Two units of Fukushima Daiini have now achieved cold shutdown with full cooling capabilities. They are currently working on the third. This is the equivalent to the train coming to a stop from full speed. Kudos to TEPCO, not that it would or should be any another way and may the rest of the units follow soon.
A new update from NEI (I am supplementing in italics):
Tokyo Electric Power Co. reported at 3:00 p.m. EDT that work had resumed to pump seawater into Fukushima Daiichi 2 to maintain safe cooling water levels after the utility was able to vent steam from the pressure vessel. The fuel had been exposed for 140 minutes Monday night due to a malfunctioning pressure relief valve. Water levels later went up to cover more than half of the rods. (The extent of fuel damage (total speculation on my part) will likely not be known until later when the plant is decommissioned.)
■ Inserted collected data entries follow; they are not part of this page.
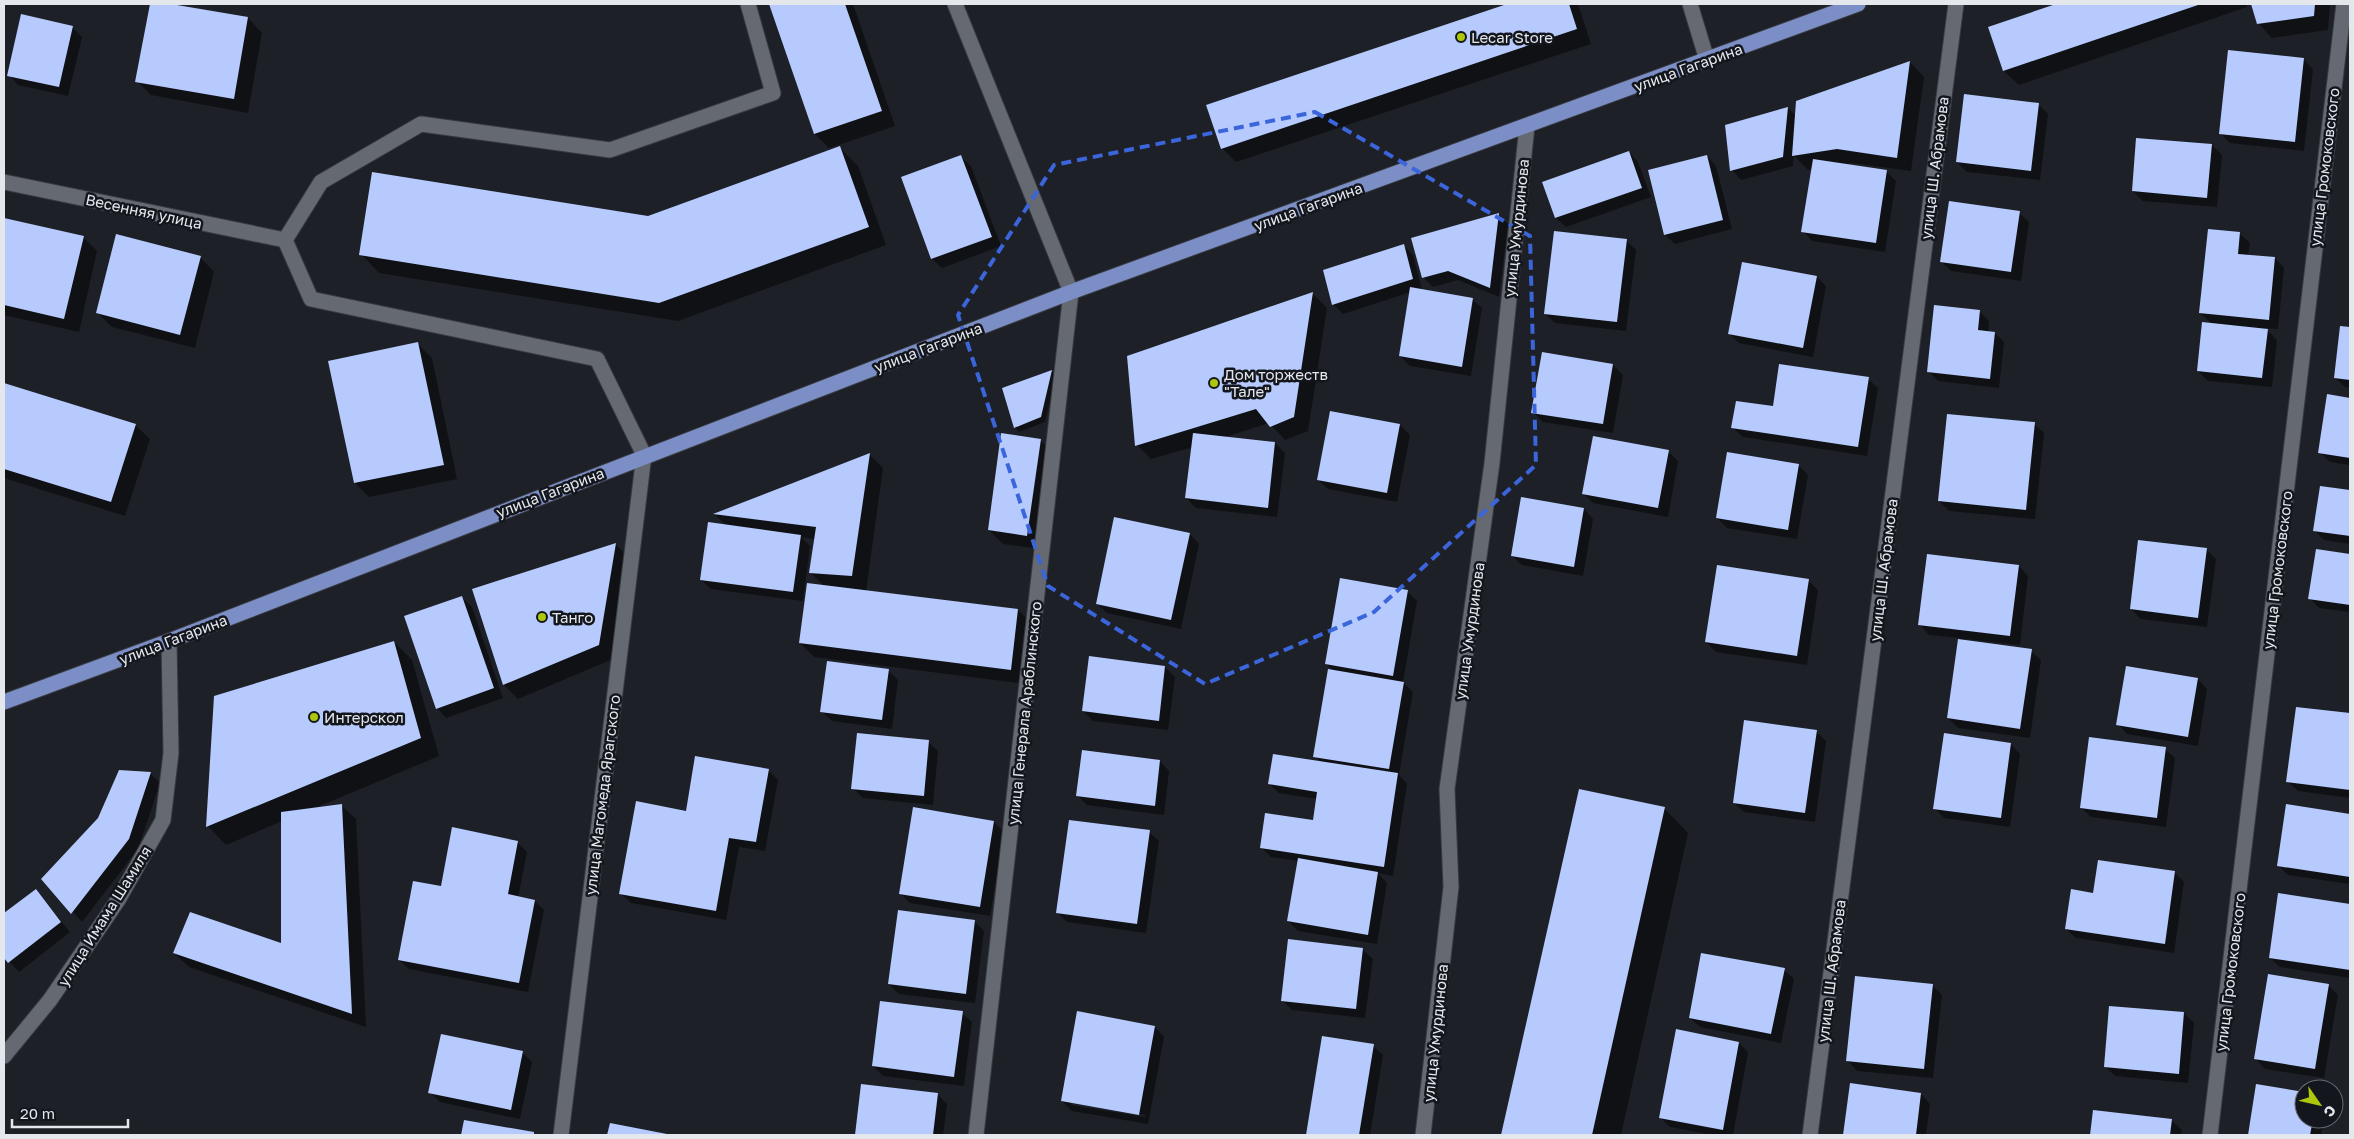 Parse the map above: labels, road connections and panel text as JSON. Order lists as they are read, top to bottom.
{
  "streets": {
    "main road": ["улица Гагарина"],
    "street": [
      "улица Громоковского",
      "улица Ш. Абрамова",
      "Весенняя улица",
      "улица Умурдинова",
      "улица Генерала Араблинского",
      "улица Магомеда Ярагского",
      "улица Имама Шамиля"
    ]
  },
  "crossings": [
    ["улица Гагарина", "улица Умурдинова"],
    ["улица Гагарина", "улица Генерала Араблинского"],
    ["улица Гагарина", "улица Магомеда Ярагского"],
    ["улица Гагарина", "улица Имама Шамиля"]
  ],
  "places": [
    "Lecar Store",
    "Дом торжеств \"Тале\"",
    "Танго",
    "Интерскол"
  ],
  "scale_bar": "20 m",
  "north": "bottom right"
} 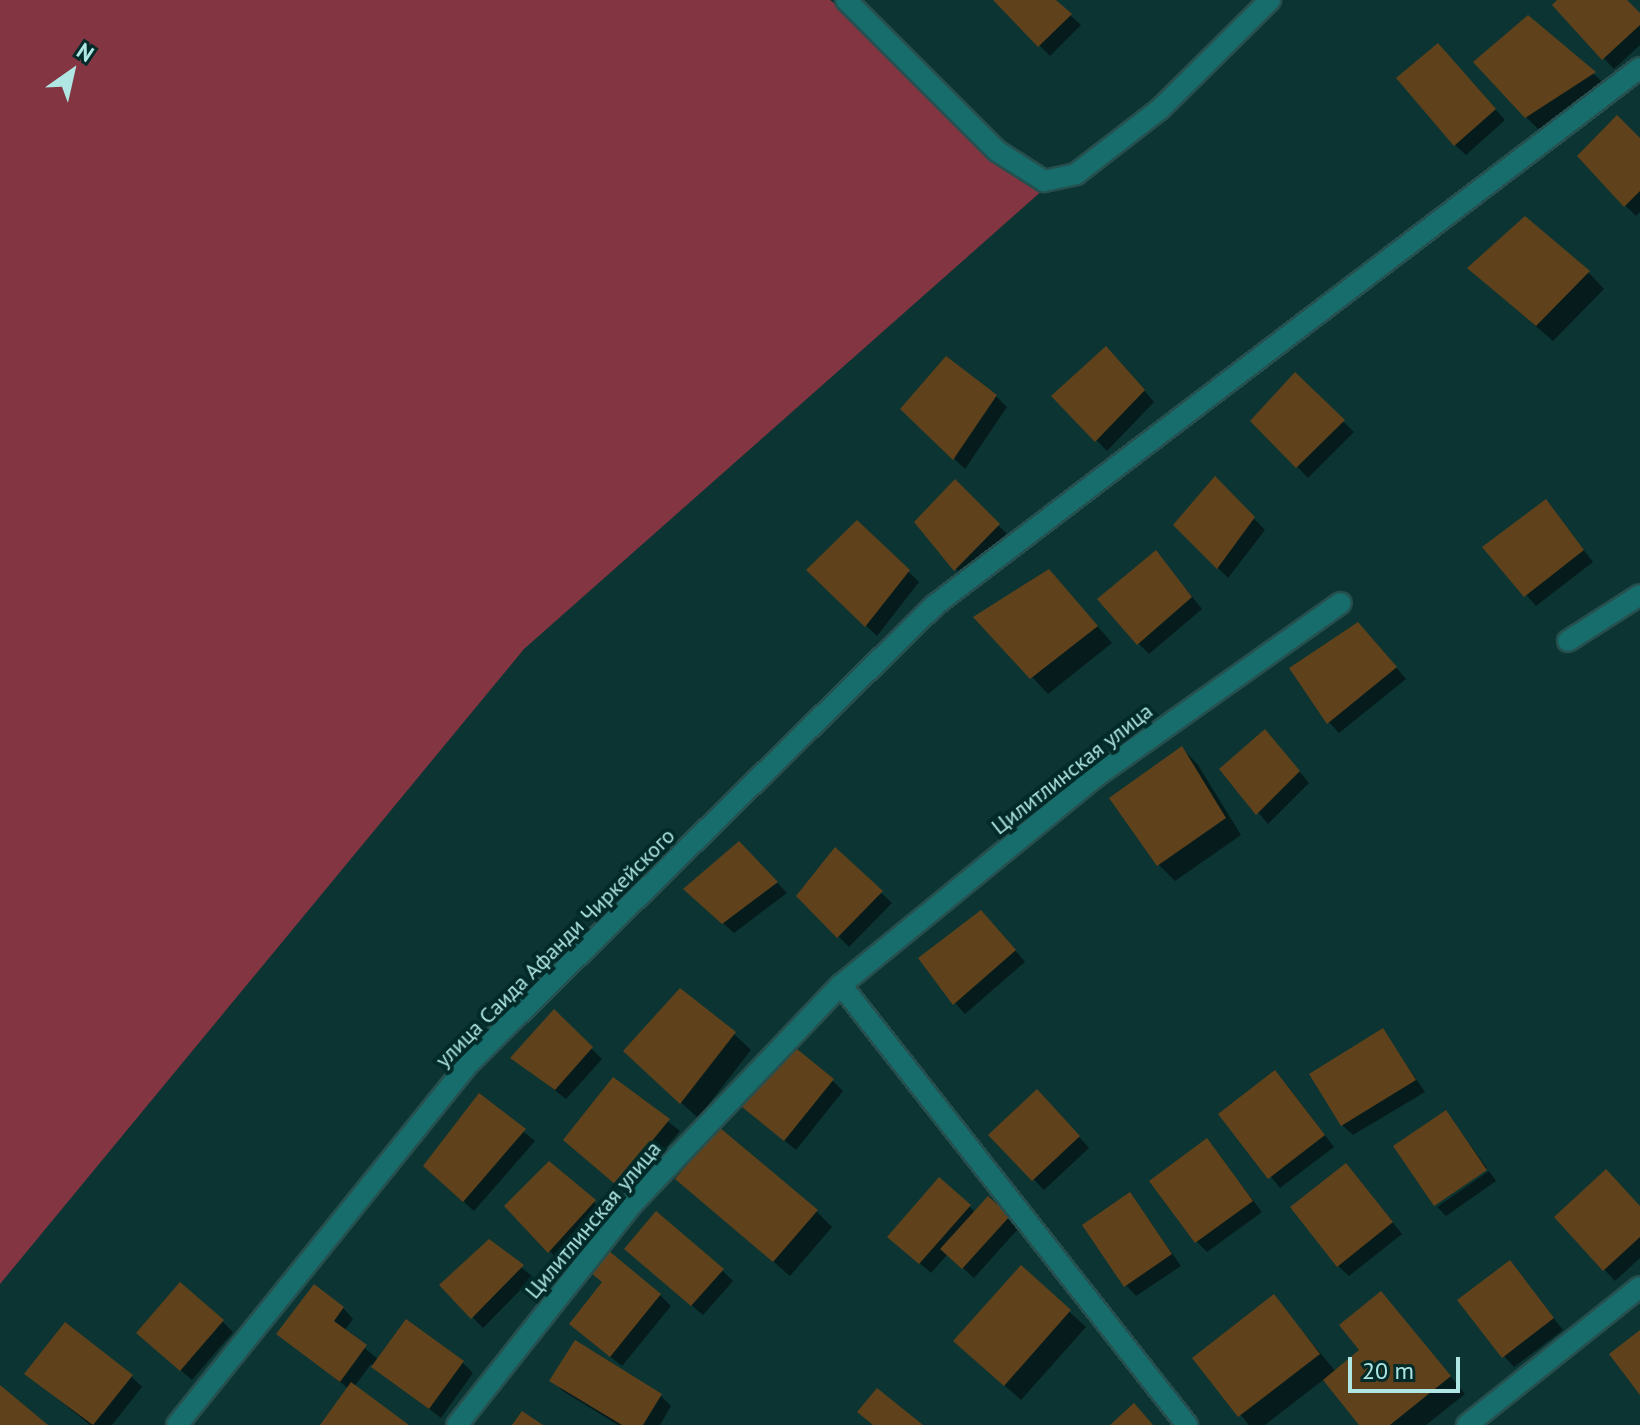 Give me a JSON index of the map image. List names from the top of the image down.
{
  "streets": {
    "street": ["Цилитлинская улица", "улица Саида Афанди Чиркейского"]
  },
  "scale_bar": "20 m",
  "north": "top right"
} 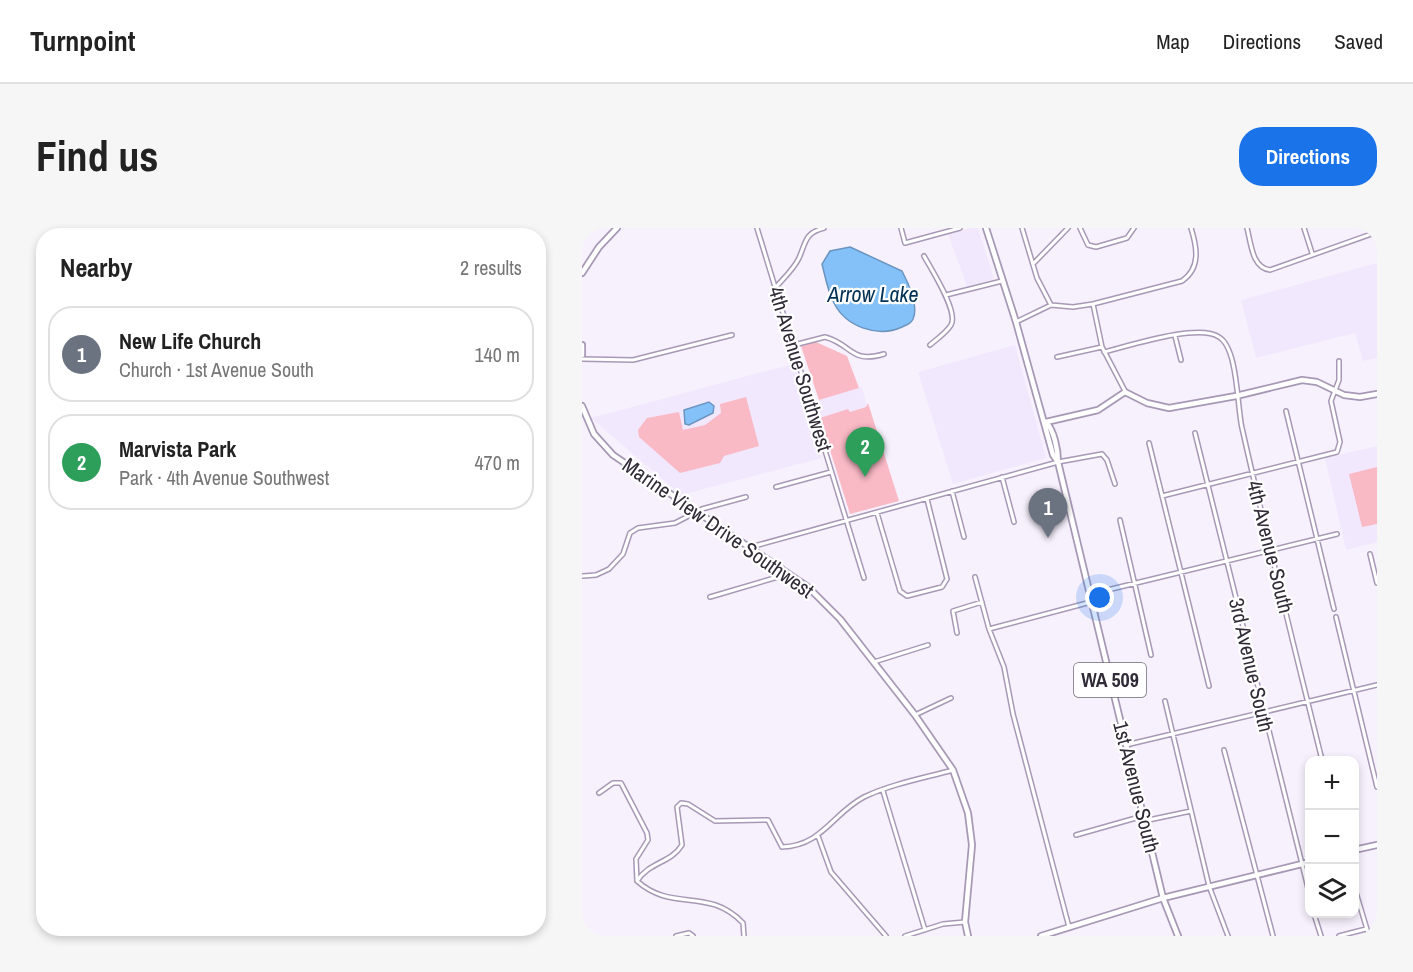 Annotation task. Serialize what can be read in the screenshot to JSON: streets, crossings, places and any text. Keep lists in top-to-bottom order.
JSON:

The U.S. Nuclear Regulatory Commission reports that the Japanese government has formally asked for assistance from the United States on nuclear power plant cooling issues triggered by the March 11 tsunami.
The agency has already sent two experts on boiling water reactor issues to Japan as part of a U.S. Agency for International Development disaster relief team. The experts now are in Tokyo providing technical assistance. The U.S. NRC is also monitoring the Japanese reactor events around the clock from its headquarters operations center in Rockville, Md.
Prior to the second exposure of the rods around 11 p.m., March 14 local time in Japan, radiation at the plant site was detected at a level twice the maximum seen so far – 313 millirem per hour, according to TEPCO. (This is the highest yet and too high to work in for long. Levels beyond the site periphery are still low.)
Chief Cabinet Secretary Yukio Edano said he believes the problem at the plant ''will not develop into a situation similar to Chernobyl,” even in the worst case. (The problem is is that no layperson understands what happened at Chernobyl and Three Mile Island. The majority believe that meltdown = death and cancer for all which is a poor misnomer. Much of the misinformation has to do with media hype and movies. Perhaps I'll dig up some old notes and see if I can find anything of use from those accidents.)
The utility said a hydrogen explosion at the nearby No. 3 reactor that occurred Monday morning may have caused a glitch in the cooling system of the No. 2 reactor.
The hydrogen explosion at reactor 3 on March 14 injured 11 people: seven TEPCO workers at the site and four members of the country’s Self-Defense Forces. The reactor's containment vessel was not damaged and the reactor remains safely contained in its primary containment.